Records shown –
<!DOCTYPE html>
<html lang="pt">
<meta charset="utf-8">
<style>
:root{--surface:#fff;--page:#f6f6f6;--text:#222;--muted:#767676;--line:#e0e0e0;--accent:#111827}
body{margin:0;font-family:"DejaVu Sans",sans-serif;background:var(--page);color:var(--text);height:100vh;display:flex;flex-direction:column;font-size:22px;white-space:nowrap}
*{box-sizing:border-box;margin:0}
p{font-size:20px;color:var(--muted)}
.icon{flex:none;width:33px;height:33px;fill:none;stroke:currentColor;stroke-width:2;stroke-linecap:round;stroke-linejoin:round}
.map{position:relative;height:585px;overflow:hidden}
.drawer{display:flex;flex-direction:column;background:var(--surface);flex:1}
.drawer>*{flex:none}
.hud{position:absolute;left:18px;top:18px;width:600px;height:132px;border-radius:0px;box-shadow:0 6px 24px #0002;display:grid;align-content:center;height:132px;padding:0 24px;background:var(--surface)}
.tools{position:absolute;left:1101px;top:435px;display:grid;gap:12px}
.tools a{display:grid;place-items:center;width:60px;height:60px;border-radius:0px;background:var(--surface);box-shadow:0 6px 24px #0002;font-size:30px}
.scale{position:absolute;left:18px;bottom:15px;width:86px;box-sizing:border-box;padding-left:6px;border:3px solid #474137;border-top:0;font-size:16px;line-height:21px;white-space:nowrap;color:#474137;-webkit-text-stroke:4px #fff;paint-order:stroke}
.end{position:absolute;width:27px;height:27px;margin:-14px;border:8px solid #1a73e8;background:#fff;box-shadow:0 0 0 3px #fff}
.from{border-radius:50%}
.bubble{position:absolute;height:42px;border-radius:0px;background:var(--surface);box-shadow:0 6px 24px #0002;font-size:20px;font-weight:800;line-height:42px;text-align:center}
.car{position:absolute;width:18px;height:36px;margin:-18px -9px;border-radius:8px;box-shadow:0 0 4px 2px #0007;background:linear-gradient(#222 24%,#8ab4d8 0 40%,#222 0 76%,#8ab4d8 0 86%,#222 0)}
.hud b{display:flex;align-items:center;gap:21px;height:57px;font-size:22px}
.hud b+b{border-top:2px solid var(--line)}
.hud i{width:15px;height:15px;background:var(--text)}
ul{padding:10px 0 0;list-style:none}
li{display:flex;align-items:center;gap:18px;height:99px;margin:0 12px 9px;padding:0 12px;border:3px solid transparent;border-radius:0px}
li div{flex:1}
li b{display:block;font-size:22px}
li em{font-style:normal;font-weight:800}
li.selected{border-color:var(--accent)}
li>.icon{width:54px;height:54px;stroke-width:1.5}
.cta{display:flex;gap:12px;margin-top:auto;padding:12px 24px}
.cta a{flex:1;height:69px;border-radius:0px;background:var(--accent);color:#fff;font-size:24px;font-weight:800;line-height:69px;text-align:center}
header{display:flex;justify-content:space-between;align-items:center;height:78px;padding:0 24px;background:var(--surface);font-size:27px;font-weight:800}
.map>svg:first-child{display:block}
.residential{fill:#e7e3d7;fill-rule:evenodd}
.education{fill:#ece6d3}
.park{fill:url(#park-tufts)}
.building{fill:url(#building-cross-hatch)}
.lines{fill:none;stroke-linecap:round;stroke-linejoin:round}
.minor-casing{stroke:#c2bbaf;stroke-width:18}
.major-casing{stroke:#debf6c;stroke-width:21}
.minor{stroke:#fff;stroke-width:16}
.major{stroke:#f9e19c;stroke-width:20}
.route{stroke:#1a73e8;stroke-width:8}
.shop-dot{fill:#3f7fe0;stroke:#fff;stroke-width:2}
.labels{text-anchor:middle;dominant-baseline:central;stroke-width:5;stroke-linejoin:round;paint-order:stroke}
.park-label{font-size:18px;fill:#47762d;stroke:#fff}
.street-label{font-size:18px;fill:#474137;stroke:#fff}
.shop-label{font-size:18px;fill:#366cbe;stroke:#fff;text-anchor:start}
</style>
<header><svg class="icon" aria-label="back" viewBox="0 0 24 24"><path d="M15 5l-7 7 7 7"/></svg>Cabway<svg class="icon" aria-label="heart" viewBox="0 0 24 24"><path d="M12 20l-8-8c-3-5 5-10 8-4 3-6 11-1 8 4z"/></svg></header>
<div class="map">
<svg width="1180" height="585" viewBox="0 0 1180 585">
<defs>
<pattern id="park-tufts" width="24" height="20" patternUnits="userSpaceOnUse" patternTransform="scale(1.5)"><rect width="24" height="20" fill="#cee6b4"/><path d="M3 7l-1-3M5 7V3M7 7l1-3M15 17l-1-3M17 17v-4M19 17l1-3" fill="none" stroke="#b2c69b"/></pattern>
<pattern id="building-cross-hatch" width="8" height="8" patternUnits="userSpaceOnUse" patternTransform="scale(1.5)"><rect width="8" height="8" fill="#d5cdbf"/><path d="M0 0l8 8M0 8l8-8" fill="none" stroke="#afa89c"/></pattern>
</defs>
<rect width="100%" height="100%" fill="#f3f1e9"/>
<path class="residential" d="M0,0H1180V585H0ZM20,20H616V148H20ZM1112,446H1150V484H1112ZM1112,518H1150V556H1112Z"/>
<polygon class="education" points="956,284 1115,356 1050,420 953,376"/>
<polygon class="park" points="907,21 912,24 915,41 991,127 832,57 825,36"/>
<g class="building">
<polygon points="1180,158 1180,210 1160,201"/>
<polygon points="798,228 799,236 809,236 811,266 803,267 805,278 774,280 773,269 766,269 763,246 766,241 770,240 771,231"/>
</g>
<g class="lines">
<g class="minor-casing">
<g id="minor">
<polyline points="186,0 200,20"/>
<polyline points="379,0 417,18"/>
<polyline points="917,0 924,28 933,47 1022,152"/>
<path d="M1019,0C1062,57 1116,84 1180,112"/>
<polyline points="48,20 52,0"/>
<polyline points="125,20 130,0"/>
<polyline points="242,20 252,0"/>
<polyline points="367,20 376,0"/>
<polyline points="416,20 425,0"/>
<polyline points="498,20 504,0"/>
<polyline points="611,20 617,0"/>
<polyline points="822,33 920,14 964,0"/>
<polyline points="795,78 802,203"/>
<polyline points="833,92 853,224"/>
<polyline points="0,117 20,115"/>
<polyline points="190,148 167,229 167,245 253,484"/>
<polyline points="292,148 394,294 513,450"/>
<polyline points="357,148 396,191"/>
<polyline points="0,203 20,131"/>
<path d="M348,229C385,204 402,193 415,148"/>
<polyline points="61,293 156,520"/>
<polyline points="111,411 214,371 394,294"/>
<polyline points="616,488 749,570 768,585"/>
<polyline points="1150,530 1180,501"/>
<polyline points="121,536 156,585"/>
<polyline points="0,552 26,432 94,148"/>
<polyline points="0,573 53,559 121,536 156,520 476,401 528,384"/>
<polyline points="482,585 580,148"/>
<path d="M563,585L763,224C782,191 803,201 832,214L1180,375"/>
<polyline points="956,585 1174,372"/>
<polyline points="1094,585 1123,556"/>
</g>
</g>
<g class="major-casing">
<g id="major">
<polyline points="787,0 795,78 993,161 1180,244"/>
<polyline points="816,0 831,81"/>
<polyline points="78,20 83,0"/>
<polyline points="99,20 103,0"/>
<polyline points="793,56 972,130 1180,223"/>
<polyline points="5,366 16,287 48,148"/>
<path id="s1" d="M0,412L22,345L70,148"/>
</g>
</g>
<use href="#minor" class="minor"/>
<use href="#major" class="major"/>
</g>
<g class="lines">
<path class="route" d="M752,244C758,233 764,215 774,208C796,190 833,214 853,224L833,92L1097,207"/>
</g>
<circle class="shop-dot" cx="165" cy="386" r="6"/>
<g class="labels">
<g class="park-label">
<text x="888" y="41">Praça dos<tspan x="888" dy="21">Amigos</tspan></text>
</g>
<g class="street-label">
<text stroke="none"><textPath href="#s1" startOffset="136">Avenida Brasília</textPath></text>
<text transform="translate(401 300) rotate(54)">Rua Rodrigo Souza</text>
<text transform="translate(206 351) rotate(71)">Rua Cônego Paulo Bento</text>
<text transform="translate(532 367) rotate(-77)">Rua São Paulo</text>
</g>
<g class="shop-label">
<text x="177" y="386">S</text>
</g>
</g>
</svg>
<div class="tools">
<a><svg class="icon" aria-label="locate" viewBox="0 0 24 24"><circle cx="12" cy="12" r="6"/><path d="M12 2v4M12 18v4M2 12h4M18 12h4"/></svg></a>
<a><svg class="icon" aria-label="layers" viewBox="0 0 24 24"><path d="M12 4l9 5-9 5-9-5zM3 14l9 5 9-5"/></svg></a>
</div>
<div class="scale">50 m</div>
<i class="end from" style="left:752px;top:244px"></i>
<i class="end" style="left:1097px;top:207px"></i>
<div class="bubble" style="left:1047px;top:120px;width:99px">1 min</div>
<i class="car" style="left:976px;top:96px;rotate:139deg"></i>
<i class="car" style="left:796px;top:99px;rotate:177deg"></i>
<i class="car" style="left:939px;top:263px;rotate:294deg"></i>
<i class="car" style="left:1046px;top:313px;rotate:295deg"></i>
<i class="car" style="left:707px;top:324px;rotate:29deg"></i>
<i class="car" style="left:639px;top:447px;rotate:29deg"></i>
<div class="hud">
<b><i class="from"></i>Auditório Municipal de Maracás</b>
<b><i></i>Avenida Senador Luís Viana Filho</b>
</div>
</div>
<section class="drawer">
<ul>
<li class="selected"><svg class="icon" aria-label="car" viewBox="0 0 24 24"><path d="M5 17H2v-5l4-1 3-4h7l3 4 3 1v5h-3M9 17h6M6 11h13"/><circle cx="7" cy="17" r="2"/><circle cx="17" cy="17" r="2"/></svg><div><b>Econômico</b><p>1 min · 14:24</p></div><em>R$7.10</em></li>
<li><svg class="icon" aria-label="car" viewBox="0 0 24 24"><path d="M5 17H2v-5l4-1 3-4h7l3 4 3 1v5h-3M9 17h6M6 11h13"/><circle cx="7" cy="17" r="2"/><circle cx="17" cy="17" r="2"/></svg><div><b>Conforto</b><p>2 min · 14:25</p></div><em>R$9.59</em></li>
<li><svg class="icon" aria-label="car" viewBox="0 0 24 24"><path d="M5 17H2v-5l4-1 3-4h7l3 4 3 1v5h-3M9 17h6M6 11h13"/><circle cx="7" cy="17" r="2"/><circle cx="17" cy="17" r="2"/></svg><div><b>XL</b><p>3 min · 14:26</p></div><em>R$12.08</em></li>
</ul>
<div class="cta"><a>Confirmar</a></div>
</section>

Try it –
The expected result is every line above containing the string "bubble".

Finished task –
.bubble{position:absolute;height:42px;border-radius:0px;background:var(--surface);box-shadow:0 6px 24px #0002;font-size:20px;font-weight:800;line-height:42px;text-align:center}
<div class="bubble" style="left:1047px;top:120px;width:99px">1 min</div>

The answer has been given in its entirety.